Irgendwann vor Jahren erstanden, dann im Regal vergessen und mich vom zunächst unattraktiv erscheinenden Titel des Werks abhalten lassen, es endlich mal zu lesen. Was für ein Fehler. Völlig unverständlich, dass der bereits 1953 erschienene Roman Der Viehwaggon von Georges Hyvernaud, der deutlich autobiografische Züge trägt, erst 2007 in deutscher Übersetzung von Julia Schoch erschien. Und am Ende ergibt auch der Titel einen durchaus mehrdeutigen Sinn. Aber zurück zum Inhalt.

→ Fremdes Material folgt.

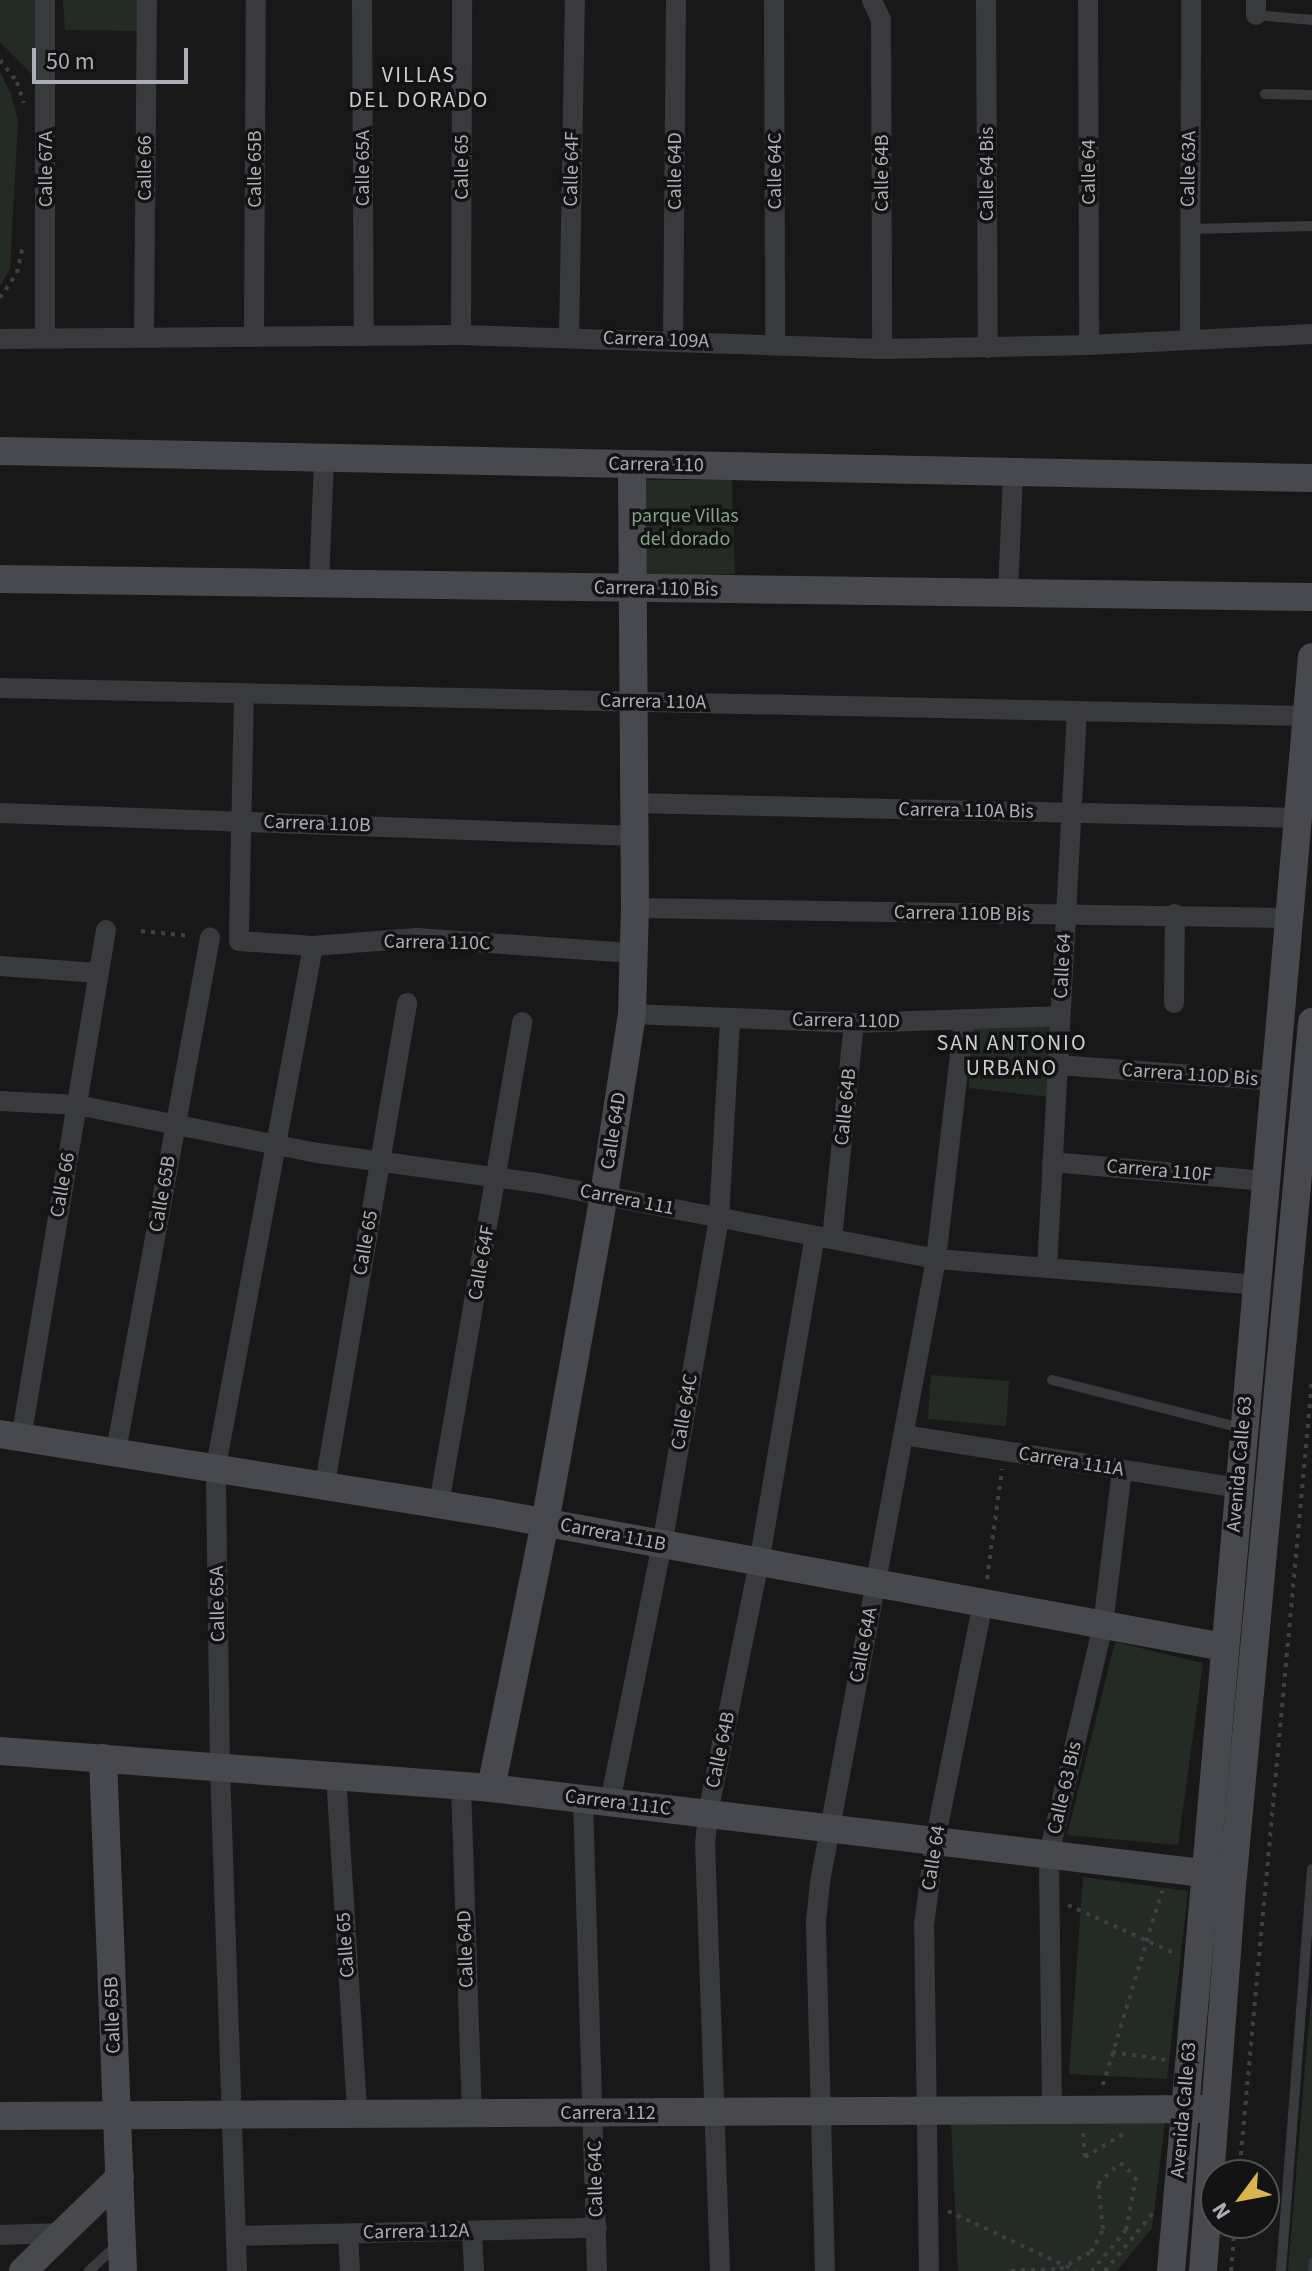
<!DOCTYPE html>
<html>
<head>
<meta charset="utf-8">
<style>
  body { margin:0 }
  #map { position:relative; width:1312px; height:2271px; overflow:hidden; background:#181819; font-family:"Source Sans 3",sans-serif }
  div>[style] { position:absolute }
  .green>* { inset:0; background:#242b25 }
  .stream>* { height:6px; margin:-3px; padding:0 3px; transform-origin:3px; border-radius:3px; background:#333941 }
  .path>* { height:4px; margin-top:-2px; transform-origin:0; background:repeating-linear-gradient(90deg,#3f4045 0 4px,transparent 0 10px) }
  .lane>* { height:10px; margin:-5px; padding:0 5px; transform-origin:5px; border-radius:5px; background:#393a3e }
  .street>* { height:20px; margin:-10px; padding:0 10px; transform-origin:10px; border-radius:10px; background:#393a3e }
  .secondary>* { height:28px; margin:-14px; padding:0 14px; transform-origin:14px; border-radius:14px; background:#47494e }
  span { translate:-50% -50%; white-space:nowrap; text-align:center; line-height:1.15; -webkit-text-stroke:7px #131314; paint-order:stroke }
  .street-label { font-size:20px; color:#abaeb7 }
  .park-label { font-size:20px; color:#85a088 }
  .neighbourhood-label { font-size:22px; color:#ccced4; letter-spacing:2px }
  .north { position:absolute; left:1200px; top:2159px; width:80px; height:80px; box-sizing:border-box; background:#131314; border:2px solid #505155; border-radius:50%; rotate:238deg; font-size:22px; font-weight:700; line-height:32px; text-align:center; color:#abaeb7 }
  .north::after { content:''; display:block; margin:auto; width:28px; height:36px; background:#dcb44d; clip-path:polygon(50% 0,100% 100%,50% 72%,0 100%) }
  .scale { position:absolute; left:32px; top:48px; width:156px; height:36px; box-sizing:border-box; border:4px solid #abaeb7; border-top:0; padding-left:10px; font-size:24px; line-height:28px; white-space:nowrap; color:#abaeb7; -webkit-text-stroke:6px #131314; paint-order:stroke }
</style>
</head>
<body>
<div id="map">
  <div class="green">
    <i style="clip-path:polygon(0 0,36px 0,38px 80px,0 42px)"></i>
    <i style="clip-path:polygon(63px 0,140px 0,140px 31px,65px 30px)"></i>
    <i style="clip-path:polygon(0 72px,11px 94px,18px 121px,10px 269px,0 286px)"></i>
    <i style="clip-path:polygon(636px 480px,732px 480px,735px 574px,637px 577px)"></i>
    <i style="clip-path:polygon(1053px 1026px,1049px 1097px,969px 1088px,971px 1027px)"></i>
    <i style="clip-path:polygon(931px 1375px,1009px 1381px,1006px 1426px,928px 1419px)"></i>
    <i style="clip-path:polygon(1115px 1642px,1203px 1663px,1178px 1845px,1067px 1835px)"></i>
    <i style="clip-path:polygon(1083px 1877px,1188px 1891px,1167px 2079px,1069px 2074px)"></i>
    <i style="clip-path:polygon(1312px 1991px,1312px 2271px,1288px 2271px,1307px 2044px)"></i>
    <i style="clip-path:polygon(951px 2121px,1165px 2122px,1152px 2228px,1117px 2271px,958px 2271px)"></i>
  </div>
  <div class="stream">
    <i style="left:1311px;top:2271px;width:10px;rotate:-84deg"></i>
  </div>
  <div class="path">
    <i style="left:0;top:60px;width:28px;rotate:52deg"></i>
    <i style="left:17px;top:82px;width:22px;rotate:72deg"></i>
    <i style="left:0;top:298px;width:30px;rotate:-56deg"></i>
    <i style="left:17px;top:273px;width:30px;rotate:-78deg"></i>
    <i style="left:141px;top:931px;width:49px;rotate:5.8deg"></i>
    <i style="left:987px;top:1579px;width:111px;rotate:-82.2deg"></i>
    <i style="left:1068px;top:1905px;width:119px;rotate:24.4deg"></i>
    <i style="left:1112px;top:2052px;width:55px;rotate:8.4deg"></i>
    <i style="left:1103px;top:2085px;width:203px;rotate:-73.1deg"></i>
    <i style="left:1083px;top:2133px;width:24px;rotate:85deg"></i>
    <i style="left:1085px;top:2157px;width:47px;rotate:-31deg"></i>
    <i style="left:1239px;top:2175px;width:798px;rotate:-84.75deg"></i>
    <i style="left:948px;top:2211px;width:141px;rotate:25.1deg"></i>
    <i style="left:1011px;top:2271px;width:49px;rotate:-2.3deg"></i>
    <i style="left:1060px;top:2269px;width:35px;rotate:-29deg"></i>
    <i style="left:1091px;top:2252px;width:26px;rotate:-62deg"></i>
    <i style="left:1103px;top:2229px;width:45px;rotate:-96.3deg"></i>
    <i style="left:1098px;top:2184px;width:30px;rotate:-44deg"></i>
    <i style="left:1120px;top:2163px;width:21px;rotate:41deg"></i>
    <i style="left:1136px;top:2177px;width:54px;rotate:100.7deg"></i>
    <i style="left:1126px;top:2230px;width:53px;rotate:129.7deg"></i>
    <i style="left:1105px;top:2271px;width:74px;rotate:-50.5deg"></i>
    <i style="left:1231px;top:2271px;width:48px;rotate:-85.2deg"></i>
  </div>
  <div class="lane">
    <i style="left:1256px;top:15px;width:56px;rotate:5.1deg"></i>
    <i style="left:1265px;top:94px;width:47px;rotate:1.2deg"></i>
    <i style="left:1190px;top:229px;width:122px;rotate:-1.4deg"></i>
    <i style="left:1052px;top:1380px;width:196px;rotate:14.2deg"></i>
    <i style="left:89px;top:2271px;width:38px;rotate:-43deg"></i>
    <i style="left:1281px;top:2271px;width:403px;rotate:-85.6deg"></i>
  </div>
  <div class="street">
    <i style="left:362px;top:0;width:336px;rotate:89.7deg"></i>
    <i style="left:774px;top:0;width:343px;rotate:89.8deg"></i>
    <i style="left:872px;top:0;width:22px;rotate:66deg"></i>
    <i style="left:881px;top:20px;width:329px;rotate:89.8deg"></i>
    <i style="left:986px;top:0;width:348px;rotate:89.7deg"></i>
    <i style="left:1088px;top:0;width:345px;rotate:89.8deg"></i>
    <i style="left:1256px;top:15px;width:15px;rotate:-90deg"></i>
    <i style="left:461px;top:335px;width:335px;rotate:-89.8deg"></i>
    <i style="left:144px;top:337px;width:337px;rotate:-89.5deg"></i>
    <i style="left:254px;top:337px;width:337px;rotate:-89.7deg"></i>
    <i style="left:45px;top:338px;width:338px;rotate:-90deg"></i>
    <i style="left:569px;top:338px;width:338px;rotate:-89deg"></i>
    <i style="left:1190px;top:338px;width:338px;rotate:-89.8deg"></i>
    <i style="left:0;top:339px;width:461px;rotate:-0.5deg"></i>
    <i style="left:461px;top:335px;width:421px;rotate:1.9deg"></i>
    <i style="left:882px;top:349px;width:207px;rotate:-1.1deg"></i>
    <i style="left:1089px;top:345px;width:223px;rotate:-2.8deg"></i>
    <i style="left:673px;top:342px;width:342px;rotate:-89.5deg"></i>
    <i style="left:319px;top:584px;width:126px;rotate:-87.7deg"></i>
    <i style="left:1008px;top:593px;width:121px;rotate:-87.6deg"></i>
    <i style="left:0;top:688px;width:1307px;rotate:1.23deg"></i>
    <i style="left:244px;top:693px;width:248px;rotate:91.2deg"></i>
    <i style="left:239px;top:941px;width:74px;rotate:3.9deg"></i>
    <i style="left:313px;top:946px;width:104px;rotate:-4.4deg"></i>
    <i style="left:417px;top:938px;width:218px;rotate:4deg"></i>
    <i style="left:634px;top:803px;width:664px;rotate:1.29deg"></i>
    <i style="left:0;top:813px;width:634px;rotate:2.08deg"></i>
    <i style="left:635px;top:908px;width:654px;rotate:0.88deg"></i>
    <i style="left:0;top:966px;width:99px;rotate:4deg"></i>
    <i style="left:1174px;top:1003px;width:89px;rotate:-89.4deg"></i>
    <i style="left:632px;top:1014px;width:222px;rotate:2.3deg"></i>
    <i style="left:854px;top:1023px;width:206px;rotate:-1.9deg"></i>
    <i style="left:1058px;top:1065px;width:217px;rotate:4.2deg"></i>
    <i style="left:0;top:1101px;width:77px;rotate:3deg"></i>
    <i style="left:77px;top:1105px;width:246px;rotate:11.3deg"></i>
    <i style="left:318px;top:1153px;width:222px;rotate:7.8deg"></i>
    <i style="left:538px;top:1183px;width:405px;rotate:10.8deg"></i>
    <i style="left:936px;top:1259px;width:321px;rotate:4.6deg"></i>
    <i style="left:1052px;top:1162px;width:214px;rotate:5.1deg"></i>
    <i style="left:832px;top:1239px;width:217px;rotate:-84.2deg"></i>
    <i style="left:1047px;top:1268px;width:558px;rotate:-86.92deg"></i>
    <i style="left:904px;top:1435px;width:338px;rotate:9deg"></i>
    <i style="left:21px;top:1439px;width:516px;rotate:-80.52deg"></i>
    <i style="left:116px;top:1451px;width:522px;rotate:-79.62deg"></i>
    <i style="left:325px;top:1484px;width:488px;rotate:-80.3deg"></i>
    <i style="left:439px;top:1504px;width:489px;rotate:-80.2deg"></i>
    <i style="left:336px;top:1776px;width:339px;rotate:86.4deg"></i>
    <i style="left:461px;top:1785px;width:328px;rotate:88.1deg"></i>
    <i style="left:583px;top:1799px;width:472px;rotate:88.3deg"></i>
    <i style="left:610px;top:1802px;width:262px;rotate:-78.6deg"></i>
    <i style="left:662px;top:1545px;width:332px;rotate:-80.1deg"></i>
    <i style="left:719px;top:1218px;width:199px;rotate:-86.8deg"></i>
    <i style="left:1052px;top:2110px;width:256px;rotate:-90.7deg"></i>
    <i style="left:1049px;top:1854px;width:235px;rotate:-76.7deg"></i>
    <i style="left:1103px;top:1625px;width:156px;rotate:-83deg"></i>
    <i style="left:472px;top:2231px;width:40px;rotate:87.1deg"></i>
    <i style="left:348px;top:2234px;width:37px;rotate:87deg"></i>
    <i style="left:0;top:2235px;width:62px;rotate:-1.8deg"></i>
    <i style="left:236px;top:2236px;width:361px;rotate:-1.3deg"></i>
    <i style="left:237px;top:2271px;width:504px;rotate:-91.93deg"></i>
    <i style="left:220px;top:1767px;width:301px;rotate:-90.8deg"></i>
    <i style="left:216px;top:1466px;width:529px;rotate:-79.43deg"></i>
    <i style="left:720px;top:2271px;width:427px;rotate:-92deg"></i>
    <i style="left:705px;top:1844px;width:31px;rotate:-84deg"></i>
    <i style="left:708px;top:1813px;width:255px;rotate:-78.5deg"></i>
    <i style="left:759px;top:1563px;width:332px;rotate:-80.3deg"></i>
    <i style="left:825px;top:2271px;width:349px;rotate:-91.5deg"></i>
    <i style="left:816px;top:1922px;width:40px;rotate:-84.3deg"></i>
    <i style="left:820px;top:1882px;width:634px;rotate:-79.45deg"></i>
    <i style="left:936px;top:1259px;width:239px;rotate:-83.3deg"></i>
    <i style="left:929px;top:2271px;width:346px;rotate:-90.8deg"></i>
    <i style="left:924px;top:1925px;width:85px;rotate:-82.5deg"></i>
    <i style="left:935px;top:1841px;width:242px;rotate:-78.6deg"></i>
  </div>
  <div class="secondary">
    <i style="left:0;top:451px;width:1312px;rotate:1.18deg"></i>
    <i style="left:0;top:579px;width:1312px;rotate:0.79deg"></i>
    <i style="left:0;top:1434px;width:494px;rotate:9.1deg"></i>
    <i style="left:488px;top:1512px;width:748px;rotate:10.39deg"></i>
    <i style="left:0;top:1751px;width:492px;rotate:4.3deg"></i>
    <i style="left:491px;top:1788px;width:734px;rotate:6.81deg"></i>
    <i style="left:103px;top:1758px;width:513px;rotate:87.77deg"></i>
    <i style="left:491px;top:1788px;width:270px;rotate:-78.5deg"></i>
    <i style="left:545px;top:1523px;width:333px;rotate:-79.8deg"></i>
    <i style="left:604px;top:1195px;width:183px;rotate:-81.2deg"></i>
    <i style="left:632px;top:1014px;width:106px;rotate:-88.4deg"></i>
    <i style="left:635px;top:908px;width:443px;rotate:-90.4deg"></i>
    <i style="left:0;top:2116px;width:1203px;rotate:-0.33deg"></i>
    <i style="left:23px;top:2271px;width:135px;rotate:-44.1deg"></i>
    <i style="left:1171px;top:2271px;width:1620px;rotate:-85.01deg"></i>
    <i style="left:1203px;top:2271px;width:396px;rotate:-85.7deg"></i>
    <i style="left:1233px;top:1876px;width:858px;rotate:-84.71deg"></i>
  </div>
  <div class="street-label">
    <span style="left:462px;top:167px;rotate:-90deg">Calle 65</span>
    <span style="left:145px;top:168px;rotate:-90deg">Calle 66</span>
    <span style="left:363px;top:168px;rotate:-90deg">Calle 65A</span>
    <span style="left:46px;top:169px;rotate:-90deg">Calle 67A</span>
    <span style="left:255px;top:169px;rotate:-90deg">Calle 65B</span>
    <span style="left:572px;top:169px;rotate:-89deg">Calle 64F</span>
    <span style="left:1189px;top:169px;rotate:-89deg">Calle 63A</span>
    <span style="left:675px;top:171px;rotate:-90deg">Calle 64D</span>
    <span style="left:775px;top:171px;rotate:-90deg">Calle 64C</span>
    <span style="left:1089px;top:172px;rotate:-90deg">Calle 64</span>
    <span style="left:882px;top:173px;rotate:-90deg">Calle 64B</span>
    <span style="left:987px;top:174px;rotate:-90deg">Calle 64 Bis</span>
    <span style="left:656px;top:340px;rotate:2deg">Carrera 109A</span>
    <span style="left:656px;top:465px;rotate:1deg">Carrera 110</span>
    <span style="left:656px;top:589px;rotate:1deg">Carrera 110 Bis</span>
    <span style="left:653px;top:702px;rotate:1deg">Carrera 110A</span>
    <span style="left:966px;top:811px;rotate:1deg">Carrera 110A Bis</span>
    <span style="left:317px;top:824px;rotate:2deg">Carrera 110B</span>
    <span style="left:962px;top:914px;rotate:1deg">Carrera 110B Bis</span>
    <span style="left:437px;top:943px;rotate:1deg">Carrera 110C</span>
    <span style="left:1063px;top:966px;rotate:-87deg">Calle 64</span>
    <span style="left:846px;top:1021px;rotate:1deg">Carrera 110D</span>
    <span style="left:1190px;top:1075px;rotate:4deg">Carrera 110D Bis</span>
    <span style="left:846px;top:1107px;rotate:-84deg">Calle 64B</span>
    <span style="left:614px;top:1131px;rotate:-81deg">Calle 64D</span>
    <span style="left:1159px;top:1171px;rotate:5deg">Carrera 110F</span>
    <span style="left:63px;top:1185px;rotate:-80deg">Calle 66</span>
    <span style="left:163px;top:1194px;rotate:-80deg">Calle 65B</span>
    <span style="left:627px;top:1200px;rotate:11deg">Carrera 111</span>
    <span style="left:366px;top:1243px;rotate:-80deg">Calle 65</span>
    <span style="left:482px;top:1263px;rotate:-80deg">Calle 64F</span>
    <span style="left:685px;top:1412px;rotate:-80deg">Calle 64C</span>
    <span style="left:1071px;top:1462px;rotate:9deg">Carrera 111A</span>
    <span style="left:1240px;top:1464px;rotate:-85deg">Avenida Calle 63</span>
    <span style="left:613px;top:1535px;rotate:11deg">Carrera 111B</span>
    <span style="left:218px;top:1604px;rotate:-91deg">Calle 65A</span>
    <span style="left:864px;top:1645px;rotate:-79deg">Calle 64A</span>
    <span style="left:721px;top:1750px;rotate:-78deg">Calle 64B</span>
    <span style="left:1065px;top:1788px;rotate:-77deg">Calle 63 Bis</span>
    <span style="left:618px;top:1803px;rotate:7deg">Carrera 111C</span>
    <span style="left:934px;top:1858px;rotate:-81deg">Calle 64</span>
    <span style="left:346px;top:1945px;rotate:-94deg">Calle 65</span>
    <span style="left:466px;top:1949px;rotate:-92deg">Calle 64D</span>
    <span style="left:113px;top:2015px;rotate:-92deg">Calle 65B</span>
    <span style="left:1184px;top:2110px;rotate:-85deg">Avenida Calle 63</span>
    <span style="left:608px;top:2113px">Carrera 112</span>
    <span style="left:596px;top:2179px;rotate:-91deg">Calle 64C</span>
    <span style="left:416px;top:2232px;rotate:-1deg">Carrera 112A</span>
  </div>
  <div class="park-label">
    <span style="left:685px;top:528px">parque Villas<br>del dorado</span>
  </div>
  <div class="neighbourhood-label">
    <span style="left:419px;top:88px">VILLAS<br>DEL DORADO</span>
    <span style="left:1012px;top:1056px">SAN ANTONIO<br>URBANO</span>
  </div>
  <div class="north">N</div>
  <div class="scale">50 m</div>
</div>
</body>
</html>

Anfang der fünfziger Jahre in Paris: Der Ich-Erzähler, ein kleiner Angestellter in einer Mineralwasserfirma, ist – spätestens seit den Erfahrungen der Kriegsgefangenschaft – nicht mehr in der Lage, so bewusstlos wie die anderen im Strom der Menschen mitzuschwimmen.
Auch wenn man seine Wände und Worte von früher wiederfinden kann – man weiß, wie sehr Wände und Worte lügen. Man traut ihnen nicht, sie sind trügerisch. (S. 48)
Er wird zum Protokollanten, zum Zuhörenden, dem alle Gewissheiten, aller Ehrgeiz und alle Wünsche abhanden gekommen sind. Er misstraut dem Pathos und den hochtrabenden Sätzen. Er verabscheut das „widerliche Glück“ der anderen, die sich nach dem Krieg wieder prima eingerichtet haben. Sogar die Farbe ist für ihn aus der Welt verschwunden. Er könne die Welt nur noch
in diesen abgeblätterten Brauntönen […] sehen, diesen pusteligen Grautönen, diesem verwässerten Schwarz der Bretter des Viehwaggons. Aber nichts gegen zu machen. Ist so eine Art Behinderung, die ich da hab, eine Krankheit des Blicks. (S. 119)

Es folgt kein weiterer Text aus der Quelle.